Instructions to follow:
When the string "Луначарского" occurs in a line of the listing below, return that line.
── Material to process ──
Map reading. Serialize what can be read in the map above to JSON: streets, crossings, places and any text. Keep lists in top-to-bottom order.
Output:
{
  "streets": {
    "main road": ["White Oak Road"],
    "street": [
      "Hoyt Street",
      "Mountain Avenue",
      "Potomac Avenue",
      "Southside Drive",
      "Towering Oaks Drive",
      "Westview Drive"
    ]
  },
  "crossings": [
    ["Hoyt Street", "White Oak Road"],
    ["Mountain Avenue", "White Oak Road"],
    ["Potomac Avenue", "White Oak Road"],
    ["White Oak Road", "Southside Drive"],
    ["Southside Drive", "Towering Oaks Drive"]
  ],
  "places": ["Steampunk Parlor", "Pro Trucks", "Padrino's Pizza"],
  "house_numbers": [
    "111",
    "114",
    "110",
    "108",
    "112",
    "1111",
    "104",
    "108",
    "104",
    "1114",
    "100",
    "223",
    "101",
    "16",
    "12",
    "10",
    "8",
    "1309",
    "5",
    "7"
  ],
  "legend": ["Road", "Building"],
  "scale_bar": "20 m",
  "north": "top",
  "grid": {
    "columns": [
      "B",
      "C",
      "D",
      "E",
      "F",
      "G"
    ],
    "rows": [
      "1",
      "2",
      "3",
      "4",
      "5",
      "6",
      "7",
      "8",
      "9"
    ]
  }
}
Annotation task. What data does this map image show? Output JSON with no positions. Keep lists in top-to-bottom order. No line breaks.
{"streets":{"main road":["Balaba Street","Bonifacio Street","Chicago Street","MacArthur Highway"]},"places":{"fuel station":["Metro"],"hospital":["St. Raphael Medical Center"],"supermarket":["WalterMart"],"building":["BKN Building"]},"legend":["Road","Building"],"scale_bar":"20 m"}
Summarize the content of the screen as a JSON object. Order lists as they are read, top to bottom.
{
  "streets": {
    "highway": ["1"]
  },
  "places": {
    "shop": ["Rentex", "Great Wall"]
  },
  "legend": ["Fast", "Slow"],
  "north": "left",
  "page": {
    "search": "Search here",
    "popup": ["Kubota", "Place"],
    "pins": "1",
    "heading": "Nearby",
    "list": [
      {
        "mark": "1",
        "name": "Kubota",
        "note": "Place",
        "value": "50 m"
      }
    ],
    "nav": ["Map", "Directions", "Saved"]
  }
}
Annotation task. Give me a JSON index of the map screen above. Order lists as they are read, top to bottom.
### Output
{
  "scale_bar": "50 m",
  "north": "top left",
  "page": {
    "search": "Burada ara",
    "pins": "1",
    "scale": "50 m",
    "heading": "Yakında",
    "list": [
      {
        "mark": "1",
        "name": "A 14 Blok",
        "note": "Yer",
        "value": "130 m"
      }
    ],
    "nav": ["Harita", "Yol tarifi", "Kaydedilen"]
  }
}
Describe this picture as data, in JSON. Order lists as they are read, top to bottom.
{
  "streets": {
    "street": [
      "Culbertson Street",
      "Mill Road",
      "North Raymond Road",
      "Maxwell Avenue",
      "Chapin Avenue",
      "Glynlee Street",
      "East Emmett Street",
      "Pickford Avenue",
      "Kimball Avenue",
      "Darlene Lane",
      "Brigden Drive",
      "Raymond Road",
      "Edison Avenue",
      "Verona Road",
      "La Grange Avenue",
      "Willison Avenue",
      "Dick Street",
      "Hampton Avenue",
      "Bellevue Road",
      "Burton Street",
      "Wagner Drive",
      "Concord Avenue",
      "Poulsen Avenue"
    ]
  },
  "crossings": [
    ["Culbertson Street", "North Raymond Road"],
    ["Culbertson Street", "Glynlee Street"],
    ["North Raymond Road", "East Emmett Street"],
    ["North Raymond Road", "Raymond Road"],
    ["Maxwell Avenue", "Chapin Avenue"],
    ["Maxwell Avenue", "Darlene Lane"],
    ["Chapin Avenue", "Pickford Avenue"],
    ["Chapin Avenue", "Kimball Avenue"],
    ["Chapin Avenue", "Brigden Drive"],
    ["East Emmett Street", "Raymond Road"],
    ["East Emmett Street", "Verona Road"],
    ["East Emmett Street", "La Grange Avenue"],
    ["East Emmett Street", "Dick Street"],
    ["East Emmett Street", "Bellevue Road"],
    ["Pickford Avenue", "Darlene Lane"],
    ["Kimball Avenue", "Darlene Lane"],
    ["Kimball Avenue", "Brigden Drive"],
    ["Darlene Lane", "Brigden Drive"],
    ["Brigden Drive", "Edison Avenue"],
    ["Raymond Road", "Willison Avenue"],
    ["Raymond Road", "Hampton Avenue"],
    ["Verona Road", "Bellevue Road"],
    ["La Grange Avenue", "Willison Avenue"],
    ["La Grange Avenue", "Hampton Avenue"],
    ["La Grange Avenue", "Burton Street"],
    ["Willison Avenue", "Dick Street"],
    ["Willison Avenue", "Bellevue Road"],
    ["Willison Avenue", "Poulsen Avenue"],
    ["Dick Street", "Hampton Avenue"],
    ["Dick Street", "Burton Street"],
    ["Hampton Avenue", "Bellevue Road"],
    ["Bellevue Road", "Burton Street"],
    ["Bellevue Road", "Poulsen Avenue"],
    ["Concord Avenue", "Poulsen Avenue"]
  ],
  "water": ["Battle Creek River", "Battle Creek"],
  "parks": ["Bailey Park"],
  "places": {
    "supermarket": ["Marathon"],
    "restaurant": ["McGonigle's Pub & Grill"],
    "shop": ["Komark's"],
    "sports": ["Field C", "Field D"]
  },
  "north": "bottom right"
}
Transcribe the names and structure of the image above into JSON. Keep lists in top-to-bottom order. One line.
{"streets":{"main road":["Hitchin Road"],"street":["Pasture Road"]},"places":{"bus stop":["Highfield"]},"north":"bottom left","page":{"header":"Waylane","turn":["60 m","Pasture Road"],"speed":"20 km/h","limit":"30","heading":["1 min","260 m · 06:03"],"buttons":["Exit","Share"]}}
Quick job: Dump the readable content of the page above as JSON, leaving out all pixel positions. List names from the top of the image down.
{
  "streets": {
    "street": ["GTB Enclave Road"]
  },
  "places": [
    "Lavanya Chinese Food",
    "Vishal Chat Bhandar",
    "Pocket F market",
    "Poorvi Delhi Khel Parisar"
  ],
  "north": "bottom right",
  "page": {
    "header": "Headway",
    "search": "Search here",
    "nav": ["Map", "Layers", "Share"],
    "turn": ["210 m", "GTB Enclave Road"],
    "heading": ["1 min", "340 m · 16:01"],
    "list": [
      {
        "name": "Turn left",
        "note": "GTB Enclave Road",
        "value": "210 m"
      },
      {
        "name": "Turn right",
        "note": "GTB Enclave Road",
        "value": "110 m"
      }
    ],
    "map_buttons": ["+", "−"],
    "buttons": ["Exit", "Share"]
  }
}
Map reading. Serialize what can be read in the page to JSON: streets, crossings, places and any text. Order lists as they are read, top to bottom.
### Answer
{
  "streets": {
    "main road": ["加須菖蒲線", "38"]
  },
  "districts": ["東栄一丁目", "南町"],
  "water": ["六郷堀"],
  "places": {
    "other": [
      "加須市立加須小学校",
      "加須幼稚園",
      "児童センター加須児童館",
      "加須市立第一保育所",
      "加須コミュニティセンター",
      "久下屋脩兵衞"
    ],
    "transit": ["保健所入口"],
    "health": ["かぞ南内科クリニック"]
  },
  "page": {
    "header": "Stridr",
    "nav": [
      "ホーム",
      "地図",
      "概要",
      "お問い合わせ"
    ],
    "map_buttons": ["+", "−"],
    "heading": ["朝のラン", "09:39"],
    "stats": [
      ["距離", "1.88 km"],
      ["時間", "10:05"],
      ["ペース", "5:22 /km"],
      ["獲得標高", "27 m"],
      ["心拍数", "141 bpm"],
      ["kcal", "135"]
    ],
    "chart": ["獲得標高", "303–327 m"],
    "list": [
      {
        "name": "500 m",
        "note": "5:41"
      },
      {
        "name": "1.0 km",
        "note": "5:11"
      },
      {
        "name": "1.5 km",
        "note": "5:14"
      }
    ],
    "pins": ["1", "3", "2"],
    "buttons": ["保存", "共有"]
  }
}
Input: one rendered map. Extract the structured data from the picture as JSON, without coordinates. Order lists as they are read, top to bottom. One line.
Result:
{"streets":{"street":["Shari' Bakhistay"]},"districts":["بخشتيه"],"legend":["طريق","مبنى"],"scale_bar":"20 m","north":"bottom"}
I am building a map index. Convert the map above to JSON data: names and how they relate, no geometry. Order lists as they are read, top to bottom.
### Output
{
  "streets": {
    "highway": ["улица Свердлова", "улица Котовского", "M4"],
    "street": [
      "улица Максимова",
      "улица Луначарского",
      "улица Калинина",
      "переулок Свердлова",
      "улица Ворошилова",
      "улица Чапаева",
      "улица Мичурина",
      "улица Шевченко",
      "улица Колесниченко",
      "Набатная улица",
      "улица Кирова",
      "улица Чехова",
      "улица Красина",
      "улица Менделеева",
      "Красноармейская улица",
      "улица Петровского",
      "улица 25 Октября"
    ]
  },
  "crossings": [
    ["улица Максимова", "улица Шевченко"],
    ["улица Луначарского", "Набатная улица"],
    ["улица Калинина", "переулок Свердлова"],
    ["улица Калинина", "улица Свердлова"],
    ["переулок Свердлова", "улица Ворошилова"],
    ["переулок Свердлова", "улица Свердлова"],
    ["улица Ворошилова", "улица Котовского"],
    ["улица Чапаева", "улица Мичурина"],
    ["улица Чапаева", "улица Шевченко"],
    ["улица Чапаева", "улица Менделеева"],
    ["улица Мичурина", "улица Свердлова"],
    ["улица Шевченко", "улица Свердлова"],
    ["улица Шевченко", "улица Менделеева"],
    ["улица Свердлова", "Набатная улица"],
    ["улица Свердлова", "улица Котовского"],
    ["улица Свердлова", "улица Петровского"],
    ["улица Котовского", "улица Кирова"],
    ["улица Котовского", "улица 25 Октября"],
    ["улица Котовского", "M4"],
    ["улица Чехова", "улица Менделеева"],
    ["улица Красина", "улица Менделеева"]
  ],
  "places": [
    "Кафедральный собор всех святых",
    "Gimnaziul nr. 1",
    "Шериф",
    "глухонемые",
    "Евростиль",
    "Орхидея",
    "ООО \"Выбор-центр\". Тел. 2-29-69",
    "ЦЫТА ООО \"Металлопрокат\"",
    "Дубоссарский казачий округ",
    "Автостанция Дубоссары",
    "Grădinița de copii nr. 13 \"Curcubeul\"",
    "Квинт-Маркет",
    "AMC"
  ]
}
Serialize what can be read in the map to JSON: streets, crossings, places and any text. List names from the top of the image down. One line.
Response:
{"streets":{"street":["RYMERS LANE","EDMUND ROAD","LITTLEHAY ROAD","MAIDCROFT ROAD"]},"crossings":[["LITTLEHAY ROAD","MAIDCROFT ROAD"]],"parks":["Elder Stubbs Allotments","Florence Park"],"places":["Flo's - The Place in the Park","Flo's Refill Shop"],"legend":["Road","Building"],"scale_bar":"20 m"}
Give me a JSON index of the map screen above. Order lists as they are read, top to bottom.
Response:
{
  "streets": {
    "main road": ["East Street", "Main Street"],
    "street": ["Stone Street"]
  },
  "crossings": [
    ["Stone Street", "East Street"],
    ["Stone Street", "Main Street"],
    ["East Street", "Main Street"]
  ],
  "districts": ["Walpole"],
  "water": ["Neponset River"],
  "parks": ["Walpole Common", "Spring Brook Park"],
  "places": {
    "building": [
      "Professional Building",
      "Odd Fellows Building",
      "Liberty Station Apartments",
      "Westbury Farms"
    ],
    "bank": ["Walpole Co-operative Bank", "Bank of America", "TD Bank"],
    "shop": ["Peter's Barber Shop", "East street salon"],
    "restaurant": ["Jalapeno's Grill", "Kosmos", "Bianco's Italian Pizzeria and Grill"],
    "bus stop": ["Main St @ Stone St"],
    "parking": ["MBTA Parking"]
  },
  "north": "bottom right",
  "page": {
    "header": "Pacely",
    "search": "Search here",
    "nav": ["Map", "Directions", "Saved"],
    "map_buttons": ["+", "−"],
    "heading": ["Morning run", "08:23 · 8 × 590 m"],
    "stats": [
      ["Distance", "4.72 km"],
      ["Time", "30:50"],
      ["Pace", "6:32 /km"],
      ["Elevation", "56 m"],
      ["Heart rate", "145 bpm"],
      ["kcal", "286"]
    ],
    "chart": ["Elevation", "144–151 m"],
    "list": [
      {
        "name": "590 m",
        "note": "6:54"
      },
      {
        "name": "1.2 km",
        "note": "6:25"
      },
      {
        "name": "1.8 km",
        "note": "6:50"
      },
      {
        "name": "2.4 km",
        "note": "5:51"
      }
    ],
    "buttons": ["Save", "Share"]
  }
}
───
Result of this exercise:
      "улица Луначарского",
    ["улица Луначарского", "Набатная улица"],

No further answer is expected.